Reproduce every line in the listing that contains the word "roads".
### STORED DATA ###
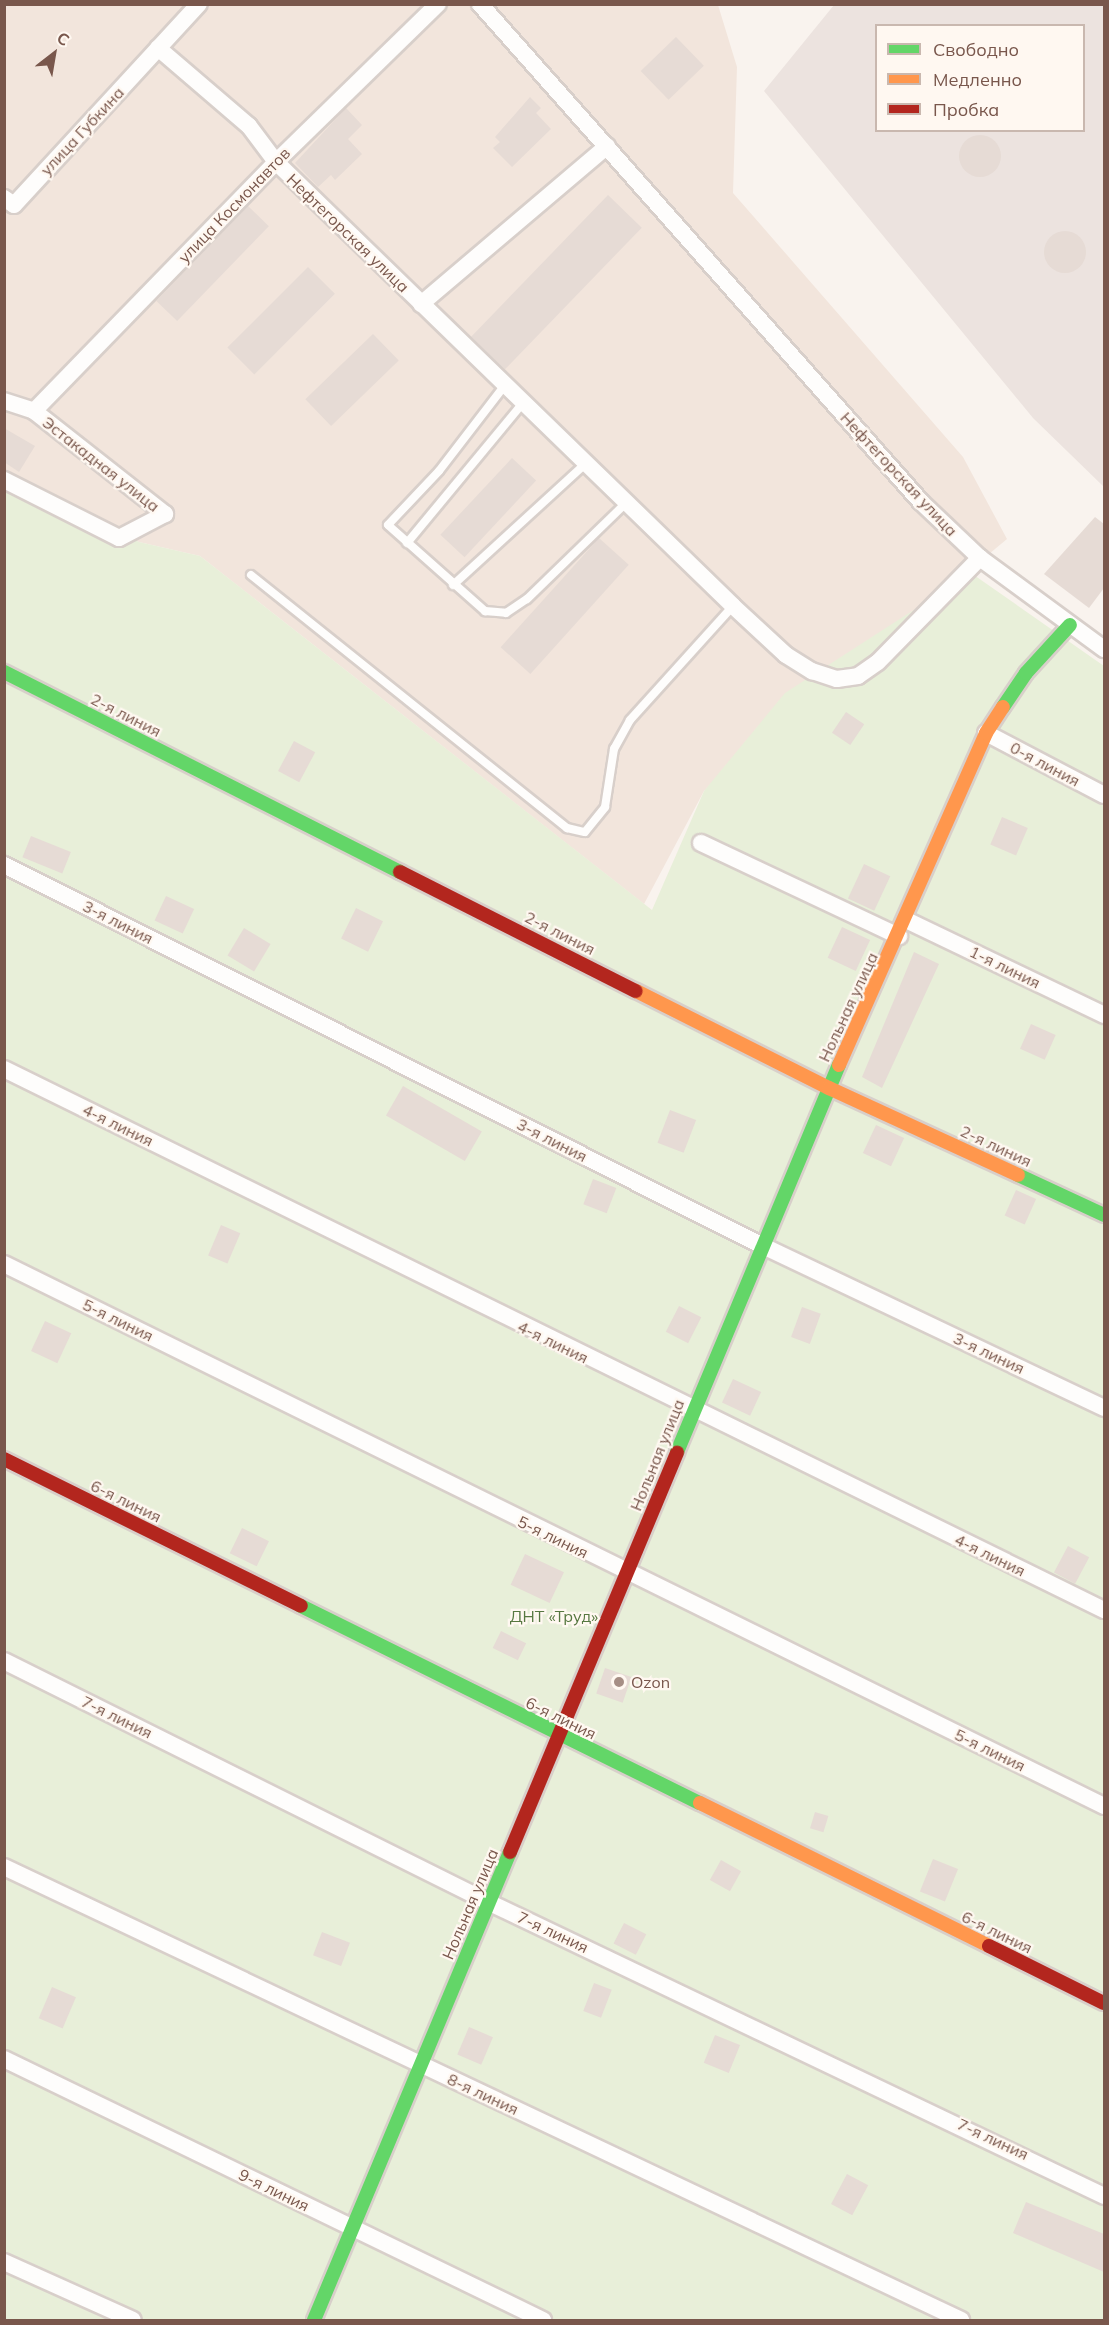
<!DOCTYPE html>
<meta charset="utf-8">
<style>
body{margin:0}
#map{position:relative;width:1109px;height:2325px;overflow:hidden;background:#f9f3ee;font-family:Mulish,sans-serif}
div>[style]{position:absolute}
.residential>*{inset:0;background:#f2e5dc}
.industrial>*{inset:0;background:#ece3df}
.green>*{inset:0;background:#e8efd9}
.building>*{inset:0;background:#e6dbd5;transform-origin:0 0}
.round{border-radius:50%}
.roads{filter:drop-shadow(2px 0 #d8cfca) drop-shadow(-2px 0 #d8cfca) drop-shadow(0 2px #d8cfca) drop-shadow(0 -2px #d8cfca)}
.lane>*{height:8px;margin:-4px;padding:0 4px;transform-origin:4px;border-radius:4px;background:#fefdfc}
.street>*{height:16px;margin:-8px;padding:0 8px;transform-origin:8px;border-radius:8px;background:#fefdfc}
.fast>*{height:14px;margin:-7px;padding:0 7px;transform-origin:7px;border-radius:7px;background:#63d668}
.slow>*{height:14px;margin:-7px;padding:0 7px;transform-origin:7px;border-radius:7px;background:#ff974d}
.jam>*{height:14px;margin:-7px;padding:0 7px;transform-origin:7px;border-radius:7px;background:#b3261e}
.dots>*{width:16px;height:16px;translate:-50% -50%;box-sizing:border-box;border:3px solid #fff8f1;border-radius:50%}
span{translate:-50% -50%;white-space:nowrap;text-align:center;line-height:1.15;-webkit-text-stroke:4.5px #fff8f1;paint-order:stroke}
.street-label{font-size:16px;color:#79574c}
.park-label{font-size:16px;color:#577841}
.poi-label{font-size:16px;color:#79574c}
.left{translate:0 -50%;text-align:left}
.frame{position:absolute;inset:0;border:6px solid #79574c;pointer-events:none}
.legend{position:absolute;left:875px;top:24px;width:210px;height:108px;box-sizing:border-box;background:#fff8f1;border:2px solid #c9b8af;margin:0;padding:8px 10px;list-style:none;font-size:18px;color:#79574c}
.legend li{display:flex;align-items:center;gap:12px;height:30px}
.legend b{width:30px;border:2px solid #c9b8af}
.north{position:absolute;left:24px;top:24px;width:60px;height:60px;-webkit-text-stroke:4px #fff8f1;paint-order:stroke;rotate:31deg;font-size:16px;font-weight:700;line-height:24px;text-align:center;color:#79574c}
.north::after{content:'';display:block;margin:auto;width:21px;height:27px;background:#79574c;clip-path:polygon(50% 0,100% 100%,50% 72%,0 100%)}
</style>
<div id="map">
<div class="residential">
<div style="clip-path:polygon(4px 5px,718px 5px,737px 67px,733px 193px,963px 457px,1007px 539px,704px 791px,644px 904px,200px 556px,139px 542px,5px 474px)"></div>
</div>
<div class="industrial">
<div style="clip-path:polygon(evenodd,834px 5px,1104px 5px,1104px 487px,1033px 418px,764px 91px,834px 5px,876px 26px,1084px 26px,1084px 130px,876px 130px,876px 26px)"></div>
</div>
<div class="green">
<div style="clip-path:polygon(4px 474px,139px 542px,200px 556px,652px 910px,704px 791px,785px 693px,971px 573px,1104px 666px,1104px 2320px,5px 2320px)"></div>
</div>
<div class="building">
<div style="left:676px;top:37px;width:40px;height:49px;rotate:46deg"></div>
<div style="clip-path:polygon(530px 97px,541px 108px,536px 113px,551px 129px,512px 167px,493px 148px,500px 142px,495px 137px)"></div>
<div style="clip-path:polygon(346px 108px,362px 125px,348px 139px,362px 154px,335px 180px,331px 175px,318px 187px,295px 163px)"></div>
<div class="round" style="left:959px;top:135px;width:42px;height:42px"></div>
<div style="left:608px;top:195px;width:47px;height:197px;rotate:44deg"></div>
<div style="left:248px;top:206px;width:29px;height:132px;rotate:44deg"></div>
<div class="round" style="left:1044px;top:231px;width:42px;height:42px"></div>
<div style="left:308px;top:267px;width:38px;height:114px;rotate:45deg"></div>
<div style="left:373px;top:334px;width:37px;height:94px;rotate:46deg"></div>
<div style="clip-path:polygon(4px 428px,35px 446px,19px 472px,4px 462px)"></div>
<div style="left:512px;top:458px;width:33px;height:105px;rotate:43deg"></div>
<div style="clip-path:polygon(1095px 517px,1104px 524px,1104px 588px,1089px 608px,1044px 574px)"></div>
<div style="left:599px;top:538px;width:40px;height:147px;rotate:42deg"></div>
<div style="left:846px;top:712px;width:22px;height:25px;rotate:34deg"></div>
<div style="left:294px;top:741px;width:24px;height:34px;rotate:28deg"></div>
<div style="left:1002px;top:817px;width:28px;height:30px;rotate:23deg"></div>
<div style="left:31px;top:836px;width:43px;height:23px;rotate:22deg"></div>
<div style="left:864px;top:864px;width:29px;height:38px;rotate:25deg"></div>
<div style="left:166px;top:896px;width:31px;height:27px;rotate:25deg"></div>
<div style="left:356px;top:908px;width:30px;height:34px;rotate:26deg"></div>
<div style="left:842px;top:927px;width:31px;height:34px;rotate:25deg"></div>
<div style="left:244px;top:928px;width:31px;height:32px;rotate:31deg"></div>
<div style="clip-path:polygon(914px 952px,939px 964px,882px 1088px,862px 1077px)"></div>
<div style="left:1031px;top:1024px;width:27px;height:27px;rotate:24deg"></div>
<div style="left:403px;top:1086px;width:91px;height:34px;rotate:30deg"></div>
<div style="left:670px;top:1110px;width:28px;height:35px;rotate:21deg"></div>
<div style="left:876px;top:1125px;width:31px;height:31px;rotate:25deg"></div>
<div style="left:593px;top:1179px;width:25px;height:27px;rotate:21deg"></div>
<div style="left:1016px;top:1190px;width:22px;height:28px;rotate:24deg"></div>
<div style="left:221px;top:1225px;width:21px;height:33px;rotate:23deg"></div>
<div style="left:679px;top:1306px;width:25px;height:29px;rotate:27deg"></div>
<div style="left:802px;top:1307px;width:20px;height:32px;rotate:20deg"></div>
<div style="left:45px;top:1321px;width:29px;height:33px;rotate:25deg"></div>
<div style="left:733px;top:1379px;width:31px;height:26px;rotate:25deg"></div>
<div style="left:242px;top:1528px;width:30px;height:28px;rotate:26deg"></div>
<div style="left:1068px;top:1546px;width:24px;height:30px;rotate:28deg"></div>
<div style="left:525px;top:1554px;width:43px;height:34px;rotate:25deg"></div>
<div style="left:501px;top:1631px;width:28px;height:19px;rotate:26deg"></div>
<div style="left:605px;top:1668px;width:28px;height:27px;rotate:19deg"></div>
<div style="left:815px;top:1812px;width:14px;height:17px;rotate:17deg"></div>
<div style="left:933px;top:1859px;width:27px;height:35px;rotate:22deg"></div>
<div style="left:721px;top:1860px;width:23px;height:23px;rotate:29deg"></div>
<div style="left:624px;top:1923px;width:25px;height:23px;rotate:27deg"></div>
<div style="left:322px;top:1932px;width:30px;height:25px;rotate:21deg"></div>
<div style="left:594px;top:1983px;width:19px;height:30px;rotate:21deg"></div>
<div style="left:52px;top:1987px;width:26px;height:34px;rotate:23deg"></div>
<div style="left:469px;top:2027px;width:26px;height:30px;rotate:23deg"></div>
<div style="left:715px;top:2035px;width:27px;height:30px;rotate:22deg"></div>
<div style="left:847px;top:2174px;width:24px;height:34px;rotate:28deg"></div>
<div style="clip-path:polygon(1026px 2202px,1104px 2234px,1104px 2272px,1013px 2233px)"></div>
</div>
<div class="roads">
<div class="lane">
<div style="left:505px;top:385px;width:108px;rotate:127.5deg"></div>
<div style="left:439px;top:471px;width:74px;rotate:133.4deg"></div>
<div style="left:388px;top:525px;width:130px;rotate:41.6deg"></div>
<div style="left:485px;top:611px;width:21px;rotate:5deg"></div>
<div style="left:506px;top:613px;width:25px;rotate:-34deg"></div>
<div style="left:527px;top:599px;width:139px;rotate:-44.1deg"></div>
<div style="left:407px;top:543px;width:182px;rotate:-50.4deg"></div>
<div style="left:251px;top:575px;width:405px;rotate:38.7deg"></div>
<div style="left:567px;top:828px;width:18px;rotate:13deg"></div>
<div style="left:585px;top:832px;width:32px;rotate:-51deg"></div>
<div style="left:605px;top:807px;width:59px;rotate:-81.2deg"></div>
<div style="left:614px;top:749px;width:33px;rotate:-61deg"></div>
<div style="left:630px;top:720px;width:154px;rotate:-47.9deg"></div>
<div style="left:453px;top:585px;width:180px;rotate:-42.5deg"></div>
</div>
<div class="street">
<div style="left:480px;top:4px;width:665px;rotate:48.47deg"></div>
<div style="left:921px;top:502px;width:81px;rotate:43.5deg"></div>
<div style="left:980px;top:558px;width:154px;rotate:36.3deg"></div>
<div style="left:158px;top:48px;width:120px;rotate:40.6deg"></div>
<div style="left:249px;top:126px;width:45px;rotate:53.1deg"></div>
<div style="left:276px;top:162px;width:637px;rotate:44.17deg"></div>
<div style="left:733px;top:606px;width:72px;rotate:42.8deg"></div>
<div style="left:786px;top:655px;width:31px;rotate:32deg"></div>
<div style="left:812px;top:671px;width:26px;rotate:18deg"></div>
<div style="left:837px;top:679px;width:21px;rotate:-8deg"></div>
<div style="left:858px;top:676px;width:24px;rotate:-35deg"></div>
<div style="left:878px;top:662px;width:146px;rotate:-45.6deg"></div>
<div style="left:4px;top:198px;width:12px;rotate:35deg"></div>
<div style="left:14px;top:205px;width:273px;rotate:-47.4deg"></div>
<div style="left:421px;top:304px;width:244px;rotate:-40.3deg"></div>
<div style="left:4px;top:401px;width:32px;rotate:18deg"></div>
<div style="left:34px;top:411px;width:167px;rotate:38.2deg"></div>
<div style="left:165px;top:514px;width:52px;rotate:152.4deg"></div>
<div style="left:119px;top:538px;width:129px;rotate:-153.2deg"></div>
<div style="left:34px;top:411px;width:347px;rotate:-45.8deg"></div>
<div style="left:276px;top:162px;width:226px;rotate:-44.3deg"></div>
<div style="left:986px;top:733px;width:133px;rotate:27.7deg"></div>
<div style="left:701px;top:843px;width:219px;rotate:25.2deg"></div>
<div style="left:4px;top:865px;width:849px;rotate:26.66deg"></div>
<div style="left:763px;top:1246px;width:378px;rotate:25.4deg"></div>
<div style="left:906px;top:920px;width:220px;rotate:25.6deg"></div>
<div style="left:4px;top:1069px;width:1226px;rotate:26.19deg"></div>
<div style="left:4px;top:1264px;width:1226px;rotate:26.23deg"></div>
<div style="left:4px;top:1661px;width:541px;rotate:26.47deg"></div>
<div style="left:488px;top:1902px;width:683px;rotate:25.51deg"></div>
<div style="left:4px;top:1867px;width:1059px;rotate:25.33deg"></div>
<div style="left:4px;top:2059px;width:599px;rotate:25.84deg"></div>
<div style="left:4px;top:2262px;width:141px;rotate:24.2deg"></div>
</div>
<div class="fast">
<div style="left:4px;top:672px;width:444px;rotate:26.8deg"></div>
<div style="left:1003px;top:707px;width:41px;rotate:-55.9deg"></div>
<div style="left:1026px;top:673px;width:65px;rotate:-47.5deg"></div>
<div style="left:1018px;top:1175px;width:95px;rotate:24.9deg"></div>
<div style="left:677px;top:1452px;width:420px;rotate:-67.3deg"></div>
<div style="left:301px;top:1606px;width:445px;rotate:26.3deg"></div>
<div style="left:314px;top:2320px;width:507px;rotate:-67.28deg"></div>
</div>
<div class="slow">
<div style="left:636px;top:991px;width:216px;rotate:26.7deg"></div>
<div style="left:829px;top:1088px;width:208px;rotate:24.7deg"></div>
<div style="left:839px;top:1065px;width:363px;rotate:-66.1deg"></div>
<div style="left:986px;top:733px;width:31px;rotate:-57deg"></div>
<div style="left:700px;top:1803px;width:322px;rotate:26.3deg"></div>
</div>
<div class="jam">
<div style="left:400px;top:872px;width:264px;rotate:26.8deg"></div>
<div style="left:4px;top:1459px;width:331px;rotate:26.3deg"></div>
<div style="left:510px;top:1852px;width:433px;rotate:-67.3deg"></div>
<div style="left:989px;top:1946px;width:128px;rotate:26.4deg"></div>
</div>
</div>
<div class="dots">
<div style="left:619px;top:1682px;background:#a68e85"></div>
</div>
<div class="street-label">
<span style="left:82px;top:131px;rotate:-47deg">улица Губкина</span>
<span style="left:234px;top:205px;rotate:-46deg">улица Космонавтов</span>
<span style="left:348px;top:233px;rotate:44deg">Нефтегорская улица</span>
<span style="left:101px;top:464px;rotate:38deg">Эстакадная улица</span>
<span style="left:899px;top:474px;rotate:47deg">Нефтегорская улица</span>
<span style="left:126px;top:715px;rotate:27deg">2-я линия</span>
<span style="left:1045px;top:764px;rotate:28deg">0-я линия</span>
<span style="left:118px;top:922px;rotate:27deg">3-я линия</span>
<span style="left:560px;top:933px;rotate:27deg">2-я линия</span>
<span style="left:1005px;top:967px;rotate:26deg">1-я линия</span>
<span style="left:848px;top:1007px;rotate:-65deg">Нольная улица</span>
<span style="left:118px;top:1125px;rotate:26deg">4-я линия</span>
<span style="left:552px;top:1140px;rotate:27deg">3-я линия</span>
<span style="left:996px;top:1146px;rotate:25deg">2-я линия</span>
<span style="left:118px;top:1320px;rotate:26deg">5-я линия</span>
<span style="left:553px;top:1342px;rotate:26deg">4-я линия</span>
<span style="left:989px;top:1353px;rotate:25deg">3-я линия</span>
<span style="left:657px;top:1455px;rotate:-68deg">Нольная улица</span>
<span style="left:126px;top:1501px;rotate:26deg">6-я линия</span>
<span style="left:553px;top:1537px;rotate:26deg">5-я линия</span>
<span style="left:990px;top:1555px;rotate:26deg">4-я линия</span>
<span style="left:117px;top:1717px;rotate:26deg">7-я линия</span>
<span style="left:561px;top:1718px;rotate:26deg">6-я линия</span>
<span style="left:990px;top:1750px;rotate:26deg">5-я линия</span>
<span style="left:470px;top:1904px;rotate:-67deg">Нольная улица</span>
<span style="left:553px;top:1932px;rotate:25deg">7-я линия</span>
<span style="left:997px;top:1932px;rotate:26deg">6-я линия</span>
<span style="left:483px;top:2094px;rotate:25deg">8-я линия</span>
<span style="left:993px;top:2139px;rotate:25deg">7-я линия</span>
<span style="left:274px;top:2190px;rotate:26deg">9-я линия</span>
</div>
<div class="park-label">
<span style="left:554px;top:1616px">ДНТ «Труд»</span>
</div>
<div class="poi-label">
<span class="left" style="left:631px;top:1682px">Ozon</span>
</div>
<div class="frame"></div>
<ul class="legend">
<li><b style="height:8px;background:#63d668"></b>Свободно</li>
<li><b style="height:8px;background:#ff974d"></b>Медленно</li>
<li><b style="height:8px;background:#b3261e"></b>Пробка</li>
</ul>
<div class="north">С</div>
</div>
###
EXERCISE RESULT:
.roads{filter:drop-shadow(2px 0 #d8cfca) drop-shadow(-2px 0 #d8cfca) drop-shadow(0 2px #d8cfca) drop-shadow(0 -2px #d8cfca)}
<div class="roads">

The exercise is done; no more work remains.